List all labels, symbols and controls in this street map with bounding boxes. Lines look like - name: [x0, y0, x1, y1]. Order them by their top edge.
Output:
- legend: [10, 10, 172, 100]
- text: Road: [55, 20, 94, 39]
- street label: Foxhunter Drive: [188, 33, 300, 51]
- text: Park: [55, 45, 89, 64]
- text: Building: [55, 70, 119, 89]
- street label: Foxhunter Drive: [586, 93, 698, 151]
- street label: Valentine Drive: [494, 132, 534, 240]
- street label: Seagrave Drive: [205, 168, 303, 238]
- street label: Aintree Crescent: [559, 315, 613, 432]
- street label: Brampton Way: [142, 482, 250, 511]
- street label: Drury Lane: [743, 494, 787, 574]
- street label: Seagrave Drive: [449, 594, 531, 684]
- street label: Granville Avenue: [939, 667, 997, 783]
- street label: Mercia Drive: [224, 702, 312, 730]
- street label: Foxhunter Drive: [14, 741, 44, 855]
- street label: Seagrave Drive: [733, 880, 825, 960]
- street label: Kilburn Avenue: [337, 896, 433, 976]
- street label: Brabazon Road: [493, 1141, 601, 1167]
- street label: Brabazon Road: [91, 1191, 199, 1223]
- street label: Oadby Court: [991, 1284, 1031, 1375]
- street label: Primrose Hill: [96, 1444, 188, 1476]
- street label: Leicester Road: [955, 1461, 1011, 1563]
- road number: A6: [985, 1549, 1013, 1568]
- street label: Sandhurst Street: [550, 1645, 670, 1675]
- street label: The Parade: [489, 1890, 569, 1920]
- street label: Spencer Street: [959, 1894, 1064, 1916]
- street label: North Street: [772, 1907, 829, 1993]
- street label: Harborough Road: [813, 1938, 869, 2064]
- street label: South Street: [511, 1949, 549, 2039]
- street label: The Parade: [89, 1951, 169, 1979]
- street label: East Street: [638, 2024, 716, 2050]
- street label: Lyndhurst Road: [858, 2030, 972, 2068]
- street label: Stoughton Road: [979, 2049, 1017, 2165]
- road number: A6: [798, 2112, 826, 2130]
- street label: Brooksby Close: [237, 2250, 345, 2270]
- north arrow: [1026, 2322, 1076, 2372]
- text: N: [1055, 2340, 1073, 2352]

· · ·

Assignment: A line qualifies when it holds the word "text"; report all qualifying lines from the records above.

Task result:
- text: Road: [55, 20, 94, 39]
- text: Park: [55, 45, 89, 64]
- text: Building: [55, 70, 119, 89]
- text: N: [1055, 2340, 1073, 2352]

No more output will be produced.